EXERCISE OBJECTIVE
Character for character, write out the data below.

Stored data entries

----------

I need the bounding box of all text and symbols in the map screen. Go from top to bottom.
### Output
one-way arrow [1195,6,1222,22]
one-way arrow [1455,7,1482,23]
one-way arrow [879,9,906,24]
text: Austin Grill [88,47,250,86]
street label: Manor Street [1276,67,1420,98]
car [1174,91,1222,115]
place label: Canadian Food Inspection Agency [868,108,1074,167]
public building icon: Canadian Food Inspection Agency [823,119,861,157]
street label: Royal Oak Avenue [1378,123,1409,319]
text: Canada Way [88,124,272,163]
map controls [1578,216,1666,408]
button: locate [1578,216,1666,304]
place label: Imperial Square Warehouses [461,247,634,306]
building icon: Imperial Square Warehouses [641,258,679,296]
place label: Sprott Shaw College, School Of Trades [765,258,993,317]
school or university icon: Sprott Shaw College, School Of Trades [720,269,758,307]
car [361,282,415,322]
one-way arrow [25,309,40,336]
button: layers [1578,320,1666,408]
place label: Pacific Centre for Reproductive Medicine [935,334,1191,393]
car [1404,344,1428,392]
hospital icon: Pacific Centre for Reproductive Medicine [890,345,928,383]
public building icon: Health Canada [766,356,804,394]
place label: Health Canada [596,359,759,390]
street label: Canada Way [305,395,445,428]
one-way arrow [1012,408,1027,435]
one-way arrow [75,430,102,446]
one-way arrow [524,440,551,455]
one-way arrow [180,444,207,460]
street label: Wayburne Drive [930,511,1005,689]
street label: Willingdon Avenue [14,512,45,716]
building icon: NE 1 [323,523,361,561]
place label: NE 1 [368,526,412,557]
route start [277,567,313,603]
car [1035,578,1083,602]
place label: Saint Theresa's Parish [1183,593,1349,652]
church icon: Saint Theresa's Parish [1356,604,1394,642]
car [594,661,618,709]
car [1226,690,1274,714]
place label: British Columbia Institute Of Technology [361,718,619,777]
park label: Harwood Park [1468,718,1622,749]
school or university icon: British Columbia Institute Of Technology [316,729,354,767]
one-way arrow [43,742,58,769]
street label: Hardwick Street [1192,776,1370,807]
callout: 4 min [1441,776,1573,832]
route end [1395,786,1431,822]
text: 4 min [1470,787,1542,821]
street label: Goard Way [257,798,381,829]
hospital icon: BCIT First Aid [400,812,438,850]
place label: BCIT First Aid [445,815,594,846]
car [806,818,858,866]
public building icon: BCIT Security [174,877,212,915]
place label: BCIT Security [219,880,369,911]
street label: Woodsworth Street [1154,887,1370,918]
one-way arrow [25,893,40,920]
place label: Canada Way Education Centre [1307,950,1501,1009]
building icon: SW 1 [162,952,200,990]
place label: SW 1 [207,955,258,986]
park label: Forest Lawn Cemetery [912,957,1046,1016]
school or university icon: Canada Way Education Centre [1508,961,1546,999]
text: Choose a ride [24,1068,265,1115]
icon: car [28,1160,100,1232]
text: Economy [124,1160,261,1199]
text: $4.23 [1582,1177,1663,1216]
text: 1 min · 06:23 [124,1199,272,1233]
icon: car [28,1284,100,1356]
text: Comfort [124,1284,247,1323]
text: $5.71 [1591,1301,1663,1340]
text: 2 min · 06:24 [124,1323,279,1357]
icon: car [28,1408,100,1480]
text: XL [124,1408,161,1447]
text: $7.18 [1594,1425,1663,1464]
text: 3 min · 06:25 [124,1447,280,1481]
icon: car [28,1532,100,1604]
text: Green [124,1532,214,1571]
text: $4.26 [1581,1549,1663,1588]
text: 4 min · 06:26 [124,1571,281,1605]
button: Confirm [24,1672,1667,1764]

----------

REPLY
I need the bounding box of all text and symbols in the map screen. Go from top to bottom.
### Output
one-way arrow [1195,6,1222,22]
one-way arrow [1455,7,1482,23]
one-way arrow [879,9,906,24]
text: Austin Grill [88,47,250,86]
street label: Manor Street [1276,67,1420,98]
car [1174,91,1222,115]
place label: Canadian Food Inspection Agency [868,108,1074,167]
public building icon: Canadian Food Inspection Agency [823,119,861,157]
street label: Royal Oak Avenue [1378,123,1409,319]
text: Canada Way [88,124,272,163]
map controls [1578,216,1666,408]
button: locate [1578,216,1666,304]
place label: Imperial Square Warehouses [461,247,634,306]
building icon: Imperial Square Warehouses [641,258,679,296]
place label: Sprott Shaw College, School Of Trades [765,258,993,317]
school or university icon: Sprott Shaw College, School Of Trades [720,269,758,307]
car [361,282,415,322]
one-way arrow [25,309,40,336]
button: layers [1578,320,1666,408]
place label: Pacific Centre for Reproductive Medicine [935,334,1191,393]
car [1404,344,1428,392]
hospital icon: Pacific Centre for Reproductive Medicine [890,345,928,383]
public building icon: Health Canada [766,356,804,394]
place label: Health Canada [596,359,759,390]
street label: Canada Way [305,395,445,428]
one-way arrow [1012,408,1027,435]
one-way arrow [75,430,102,446]
one-way arrow [524,440,551,455]
one-way arrow [180,444,207,460]
street label: Wayburne Drive [930,511,1005,689]
street label: Willingdon Avenue [14,512,45,716]
building icon: NE 1 [323,523,361,561]
place label: NE 1 [368,526,412,557]
route start [277,567,313,603]
car [1035,578,1083,602]
place label: Saint Theresa's Parish [1183,593,1349,652]
church icon: Saint Theresa's Parish [1356,604,1394,642]
car [594,661,618,709]
car [1226,690,1274,714]
place label: British Columbia Institute Of Technology [361,718,619,777]
park label: Harwood Park [1468,718,1622,749]
school or university icon: British Columbia Institute Of Technology [316,729,354,767]
one-way arrow [43,742,58,769]
street label: Hardwick Street [1192,776,1370,807]
callout: 4 min [1441,776,1573,832]
route end [1395,786,1431,822]
text: 4 min [1470,787,1542,821]
street label: Goard Way [257,798,381,829]
hospital icon: BCIT First Aid [400,812,438,850]
place label: BCIT First Aid [445,815,594,846]
car [806,818,858,866]
public building icon: BCIT Security [174,877,212,915]
place label: BCIT Security [219,880,369,911]
street label: Woodsworth Street [1154,887,1370,918]
one-way arrow [25,893,40,920]
place label: Canada Way Education Centre [1307,950,1501,1009]
building icon: SW 1 [162,952,200,990]
place label: SW 1 [207,955,258,986]
park label: Forest Lawn Cemetery [912,957,1046,1016]
school or university icon: Canada Way Education Centre [1508,961,1546,999]
text: Choose a ride [24,1068,265,1115]
icon: car [28,1160,100,1232]
text: Economy [124,1160,261,1199]
text: $4.23 [1582,1177,1663,1216]
text: 1 min · 06:23 [124,1199,272,1233]
icon: car [28,1284,100,1356]
text: Comfort [124,1284,247,1323]
text: $5.71 [1591,1301,1663,1340]
text: 2 min · 06:24 [124,1323,279,1357]
icon: car [28,1408,100,1480]
text: XL [124,1408,161,1447]
text: $7.18 [1594,1425,1663,1464]
text: 3 min · 06:25 [124,1447,280,1481]
icon: car [28,1532,100,1604]
text: Green [124,1532,214,1571]
text: $4.26 [1581,1549,1663,1588]
text: 4 min · 06:26 [124,1571,281,1605]
button: Confirm [24,1672,1667,1764]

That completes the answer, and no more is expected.